People often come to us with a desire to create an estate plan that avoids probate, the court process of transferring assets from a deceased person to that person’s beneficiaries (the people named in the deceased person’s Will or the heirs at law if there is no Will). However, they don’t always know why that’s something they should want. Here are five reasons to avoid having your assets pass through probate.
- Probate Takes a Long Time
Under Massachusetts law, creditors have a whole year after someone dies to make a claim against that person’s estate. What this means is that probating someone’s estate takes at least a year to complete. Waiting for a year can be extremely difficult when there are dependents waiting on access to the deceased person’s financial assets or real estate.

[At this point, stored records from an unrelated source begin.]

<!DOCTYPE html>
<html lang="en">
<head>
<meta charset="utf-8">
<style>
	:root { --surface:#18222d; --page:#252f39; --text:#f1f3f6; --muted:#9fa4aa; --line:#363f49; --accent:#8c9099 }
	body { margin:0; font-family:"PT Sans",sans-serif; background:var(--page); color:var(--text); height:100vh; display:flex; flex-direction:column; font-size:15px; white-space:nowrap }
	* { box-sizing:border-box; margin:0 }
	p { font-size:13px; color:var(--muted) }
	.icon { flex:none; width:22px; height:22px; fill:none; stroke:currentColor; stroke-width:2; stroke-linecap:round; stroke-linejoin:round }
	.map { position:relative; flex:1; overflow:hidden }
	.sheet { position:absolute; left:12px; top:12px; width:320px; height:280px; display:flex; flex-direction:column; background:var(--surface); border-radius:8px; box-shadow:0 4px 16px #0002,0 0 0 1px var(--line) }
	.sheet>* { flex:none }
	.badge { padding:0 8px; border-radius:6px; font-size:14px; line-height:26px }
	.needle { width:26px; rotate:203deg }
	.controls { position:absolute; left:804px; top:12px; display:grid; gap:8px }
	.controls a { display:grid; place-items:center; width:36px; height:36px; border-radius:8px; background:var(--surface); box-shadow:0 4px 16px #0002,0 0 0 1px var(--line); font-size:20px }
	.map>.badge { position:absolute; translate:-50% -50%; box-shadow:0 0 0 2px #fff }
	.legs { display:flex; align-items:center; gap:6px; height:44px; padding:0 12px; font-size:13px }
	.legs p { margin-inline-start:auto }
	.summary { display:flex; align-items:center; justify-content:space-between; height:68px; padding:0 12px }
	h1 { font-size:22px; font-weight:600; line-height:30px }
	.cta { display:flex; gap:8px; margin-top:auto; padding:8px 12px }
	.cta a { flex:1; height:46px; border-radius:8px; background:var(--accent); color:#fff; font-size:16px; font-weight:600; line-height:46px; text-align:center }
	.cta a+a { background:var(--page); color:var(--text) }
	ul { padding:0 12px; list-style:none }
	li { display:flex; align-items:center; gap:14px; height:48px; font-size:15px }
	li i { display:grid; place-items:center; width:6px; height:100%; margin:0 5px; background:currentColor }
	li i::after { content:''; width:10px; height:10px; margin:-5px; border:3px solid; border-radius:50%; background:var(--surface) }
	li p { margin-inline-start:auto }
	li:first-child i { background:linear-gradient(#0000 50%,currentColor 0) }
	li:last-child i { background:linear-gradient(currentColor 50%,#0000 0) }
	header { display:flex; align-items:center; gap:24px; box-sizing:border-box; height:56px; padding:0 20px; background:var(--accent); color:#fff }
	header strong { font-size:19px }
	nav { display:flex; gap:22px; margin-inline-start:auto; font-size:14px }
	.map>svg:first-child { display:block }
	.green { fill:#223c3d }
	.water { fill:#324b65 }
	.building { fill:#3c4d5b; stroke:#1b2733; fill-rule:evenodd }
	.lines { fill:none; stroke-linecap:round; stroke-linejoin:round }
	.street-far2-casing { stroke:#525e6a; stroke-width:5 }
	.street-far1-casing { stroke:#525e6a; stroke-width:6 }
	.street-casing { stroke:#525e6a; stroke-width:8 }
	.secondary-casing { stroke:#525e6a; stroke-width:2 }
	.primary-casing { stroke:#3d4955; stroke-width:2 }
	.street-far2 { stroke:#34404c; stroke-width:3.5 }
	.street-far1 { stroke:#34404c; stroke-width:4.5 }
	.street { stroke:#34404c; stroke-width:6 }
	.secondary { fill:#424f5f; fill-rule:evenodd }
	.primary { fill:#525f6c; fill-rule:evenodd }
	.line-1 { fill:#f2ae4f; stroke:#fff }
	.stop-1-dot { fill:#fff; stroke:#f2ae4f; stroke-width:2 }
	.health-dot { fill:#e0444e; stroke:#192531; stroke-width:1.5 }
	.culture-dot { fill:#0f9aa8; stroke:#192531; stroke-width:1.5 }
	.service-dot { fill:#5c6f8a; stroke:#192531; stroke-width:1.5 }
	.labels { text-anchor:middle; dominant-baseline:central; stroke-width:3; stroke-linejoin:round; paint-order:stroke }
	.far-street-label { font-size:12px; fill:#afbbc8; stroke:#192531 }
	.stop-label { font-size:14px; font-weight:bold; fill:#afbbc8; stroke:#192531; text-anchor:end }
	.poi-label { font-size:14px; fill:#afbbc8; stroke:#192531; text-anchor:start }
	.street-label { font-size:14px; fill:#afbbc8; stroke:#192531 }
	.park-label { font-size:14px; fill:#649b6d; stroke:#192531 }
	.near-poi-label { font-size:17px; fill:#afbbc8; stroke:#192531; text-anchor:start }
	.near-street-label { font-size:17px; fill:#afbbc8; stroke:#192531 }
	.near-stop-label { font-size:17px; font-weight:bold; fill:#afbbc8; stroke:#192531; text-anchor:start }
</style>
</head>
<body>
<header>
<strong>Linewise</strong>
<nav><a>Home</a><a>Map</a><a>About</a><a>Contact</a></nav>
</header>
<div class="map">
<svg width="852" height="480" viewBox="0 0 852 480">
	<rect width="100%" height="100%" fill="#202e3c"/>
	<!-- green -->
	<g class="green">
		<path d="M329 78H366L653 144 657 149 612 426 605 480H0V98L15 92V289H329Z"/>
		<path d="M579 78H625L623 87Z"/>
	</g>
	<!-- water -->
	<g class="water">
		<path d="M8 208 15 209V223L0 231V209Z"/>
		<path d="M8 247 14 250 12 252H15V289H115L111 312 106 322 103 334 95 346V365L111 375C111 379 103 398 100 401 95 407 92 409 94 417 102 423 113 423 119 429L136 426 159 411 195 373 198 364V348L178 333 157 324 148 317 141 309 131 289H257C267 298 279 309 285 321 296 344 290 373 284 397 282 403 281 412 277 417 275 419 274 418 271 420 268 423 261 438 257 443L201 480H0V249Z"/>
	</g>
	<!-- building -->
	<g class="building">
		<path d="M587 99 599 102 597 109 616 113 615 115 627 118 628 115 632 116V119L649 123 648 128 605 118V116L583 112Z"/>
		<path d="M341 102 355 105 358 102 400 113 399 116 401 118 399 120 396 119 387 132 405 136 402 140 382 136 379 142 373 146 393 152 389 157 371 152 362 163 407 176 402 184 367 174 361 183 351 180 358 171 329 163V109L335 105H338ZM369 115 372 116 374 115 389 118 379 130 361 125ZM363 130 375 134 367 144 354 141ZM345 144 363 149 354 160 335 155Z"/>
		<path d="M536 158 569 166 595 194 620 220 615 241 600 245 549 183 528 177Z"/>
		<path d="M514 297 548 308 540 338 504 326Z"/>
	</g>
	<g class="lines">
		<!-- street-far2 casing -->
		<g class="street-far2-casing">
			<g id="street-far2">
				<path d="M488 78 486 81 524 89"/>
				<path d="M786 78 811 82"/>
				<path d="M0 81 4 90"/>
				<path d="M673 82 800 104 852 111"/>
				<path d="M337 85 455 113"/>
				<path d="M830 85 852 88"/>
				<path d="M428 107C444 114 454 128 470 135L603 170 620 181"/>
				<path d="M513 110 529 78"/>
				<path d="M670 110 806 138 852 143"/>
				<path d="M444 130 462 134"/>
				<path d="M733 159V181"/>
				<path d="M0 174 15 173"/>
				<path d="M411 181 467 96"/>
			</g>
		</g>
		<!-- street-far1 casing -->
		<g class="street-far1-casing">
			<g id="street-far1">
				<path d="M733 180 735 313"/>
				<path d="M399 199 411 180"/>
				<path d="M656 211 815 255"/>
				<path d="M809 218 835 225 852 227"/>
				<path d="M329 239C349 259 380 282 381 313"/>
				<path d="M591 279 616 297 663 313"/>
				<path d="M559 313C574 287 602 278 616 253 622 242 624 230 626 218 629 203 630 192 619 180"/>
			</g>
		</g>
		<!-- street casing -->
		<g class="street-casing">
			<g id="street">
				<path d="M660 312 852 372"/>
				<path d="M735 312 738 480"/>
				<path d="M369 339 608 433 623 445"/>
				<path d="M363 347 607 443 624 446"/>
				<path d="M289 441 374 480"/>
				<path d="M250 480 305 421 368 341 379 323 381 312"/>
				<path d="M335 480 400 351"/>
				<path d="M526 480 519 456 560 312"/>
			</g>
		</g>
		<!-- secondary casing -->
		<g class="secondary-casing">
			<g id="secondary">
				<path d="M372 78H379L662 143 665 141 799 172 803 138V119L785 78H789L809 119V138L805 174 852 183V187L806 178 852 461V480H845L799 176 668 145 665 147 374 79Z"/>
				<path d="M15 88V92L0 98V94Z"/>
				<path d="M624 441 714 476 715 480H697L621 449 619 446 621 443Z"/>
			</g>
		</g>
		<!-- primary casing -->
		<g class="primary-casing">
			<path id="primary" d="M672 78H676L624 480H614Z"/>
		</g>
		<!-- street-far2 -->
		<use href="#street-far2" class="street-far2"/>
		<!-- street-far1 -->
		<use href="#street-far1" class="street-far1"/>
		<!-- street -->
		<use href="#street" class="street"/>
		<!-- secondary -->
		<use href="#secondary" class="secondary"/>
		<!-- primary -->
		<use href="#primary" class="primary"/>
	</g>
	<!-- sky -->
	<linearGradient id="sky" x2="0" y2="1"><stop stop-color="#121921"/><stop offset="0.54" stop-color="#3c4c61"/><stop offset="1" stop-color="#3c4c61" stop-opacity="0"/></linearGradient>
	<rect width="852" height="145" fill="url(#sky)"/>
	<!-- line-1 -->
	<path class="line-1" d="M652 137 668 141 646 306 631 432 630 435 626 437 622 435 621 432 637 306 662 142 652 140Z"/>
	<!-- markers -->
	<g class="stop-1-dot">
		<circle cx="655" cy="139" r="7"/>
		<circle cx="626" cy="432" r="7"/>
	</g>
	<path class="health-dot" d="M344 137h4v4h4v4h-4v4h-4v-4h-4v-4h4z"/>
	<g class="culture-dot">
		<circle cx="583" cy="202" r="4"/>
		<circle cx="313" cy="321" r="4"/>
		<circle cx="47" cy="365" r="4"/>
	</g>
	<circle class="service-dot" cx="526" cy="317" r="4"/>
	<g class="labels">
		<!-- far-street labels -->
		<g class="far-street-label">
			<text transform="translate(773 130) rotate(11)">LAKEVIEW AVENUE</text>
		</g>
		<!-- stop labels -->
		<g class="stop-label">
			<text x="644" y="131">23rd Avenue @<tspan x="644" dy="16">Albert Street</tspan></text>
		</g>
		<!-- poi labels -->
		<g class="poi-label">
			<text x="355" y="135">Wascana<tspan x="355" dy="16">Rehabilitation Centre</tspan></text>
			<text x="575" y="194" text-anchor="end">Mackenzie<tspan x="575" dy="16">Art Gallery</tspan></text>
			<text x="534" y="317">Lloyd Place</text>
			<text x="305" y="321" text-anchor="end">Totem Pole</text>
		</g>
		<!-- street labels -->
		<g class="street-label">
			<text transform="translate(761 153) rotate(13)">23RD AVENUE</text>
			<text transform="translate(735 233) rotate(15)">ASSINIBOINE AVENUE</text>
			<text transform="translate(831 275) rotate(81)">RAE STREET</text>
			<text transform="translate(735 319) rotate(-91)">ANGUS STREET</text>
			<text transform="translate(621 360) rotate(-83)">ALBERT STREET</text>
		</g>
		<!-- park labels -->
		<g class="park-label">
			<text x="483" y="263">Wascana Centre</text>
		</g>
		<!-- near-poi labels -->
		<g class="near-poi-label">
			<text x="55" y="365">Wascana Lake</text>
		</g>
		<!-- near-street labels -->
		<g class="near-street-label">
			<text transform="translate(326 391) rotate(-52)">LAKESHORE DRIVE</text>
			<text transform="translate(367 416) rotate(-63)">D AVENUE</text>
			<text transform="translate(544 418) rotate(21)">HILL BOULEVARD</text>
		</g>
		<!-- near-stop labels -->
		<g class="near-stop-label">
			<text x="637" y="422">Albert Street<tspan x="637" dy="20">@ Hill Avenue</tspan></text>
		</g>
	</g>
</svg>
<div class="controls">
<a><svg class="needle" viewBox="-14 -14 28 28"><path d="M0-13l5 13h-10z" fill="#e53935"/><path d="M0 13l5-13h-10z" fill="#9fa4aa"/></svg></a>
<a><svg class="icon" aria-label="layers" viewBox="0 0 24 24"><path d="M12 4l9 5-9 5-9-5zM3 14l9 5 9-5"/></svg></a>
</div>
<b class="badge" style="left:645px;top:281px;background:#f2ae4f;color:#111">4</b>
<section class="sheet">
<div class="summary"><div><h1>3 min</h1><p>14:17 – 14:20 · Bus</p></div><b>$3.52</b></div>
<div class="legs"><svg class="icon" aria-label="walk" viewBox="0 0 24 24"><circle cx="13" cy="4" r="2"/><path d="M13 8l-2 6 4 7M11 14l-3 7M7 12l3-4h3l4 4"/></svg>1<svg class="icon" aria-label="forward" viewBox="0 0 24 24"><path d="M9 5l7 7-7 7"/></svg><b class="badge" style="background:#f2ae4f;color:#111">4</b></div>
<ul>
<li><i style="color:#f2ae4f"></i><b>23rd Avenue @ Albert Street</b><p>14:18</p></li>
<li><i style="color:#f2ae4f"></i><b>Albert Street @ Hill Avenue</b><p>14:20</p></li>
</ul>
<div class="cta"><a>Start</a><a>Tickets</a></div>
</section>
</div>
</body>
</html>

The courts are also very busy with their dockets and are often quite slow at responding. This means that it may take a while to even appoint someone as Personal Representative (previously called Executor) of the estate. This can be particularly frustrating because the estate is unable to pay final costs, taxes, and lawyer fees until someone is appointed as Personal Representative and has access to the estate’s accounts.
2. Probate can be Expensive
Probates in Massachusetts are not particularly simple or intuitive. Most people will need to hire an attorney to help them navigate the process and fill out the forms correctly. What makes probate particularly expensive though is when the Personal Representative runs into any friction with the court. For instance, if the estate needs to sell real estate before the year is up, they may be able to do so if they petition the court, but this requires a lot of back-and-forth between the attorney and the court. If any of the beneficiaries of the estate push back on the Personal Representative’s actions, this can also create additional work, thus creating additional attorney’s fees.
3. Probates are Public
As part of the Probate process, the Personal Representative needs to tell the court the approximate value of the estate, including the value of any real estate, say who the beneficiaries are, and detail which assets each beneficiary is getting. The value of the estate, the beneficiaries’ identities, and the distribution of assets then become accessible to the public.
In movies and TV shows, this can reveal hidden affair children or dramatic disinheritances. For most people though, this is just an issue of privacy. Do you want everyone to know which charities/organizations you supported? Do you want everyone to know that you gave more money to your favored niece than to her siblings? Having privacy regarding these matters by using a Trust can lessen familial drama after you pass away.
4. Probates are More Easily Contestable
All legal documents can be contested in theory. However, Wills are particularly prone to being contested. Besides Wills being publicly accessible, all heirs at law are given notice of the probate at the beginning as part of the procedure. These two factors combine to create an environment where jilted beneficiaries are given the information and venue they need to contest.
Trusts, unlike Wills, are not publicly accessible and do not require notice to heirs at law. This makes it difficult for disgruntled family members to know the contents of the trust or how their treatment under the trust compares to other parties.
5. Probates Require Court Supervision
Probate is inherently a court process, and the judge is in their power to add extra supervision over a probate. The most common form of this is a Guardian Ad Litem, which is a person appointed by the court to act in the interest of a minor child or otherwise incapacitated person. Guardians Ad Litem must conduct interviews and make formal reports which can be slow and expensive. Courts can also demand bond be paid, searches for potential heirs at law be conducted, and accountings for the estate be completed, all of which add to the time and expense of probate.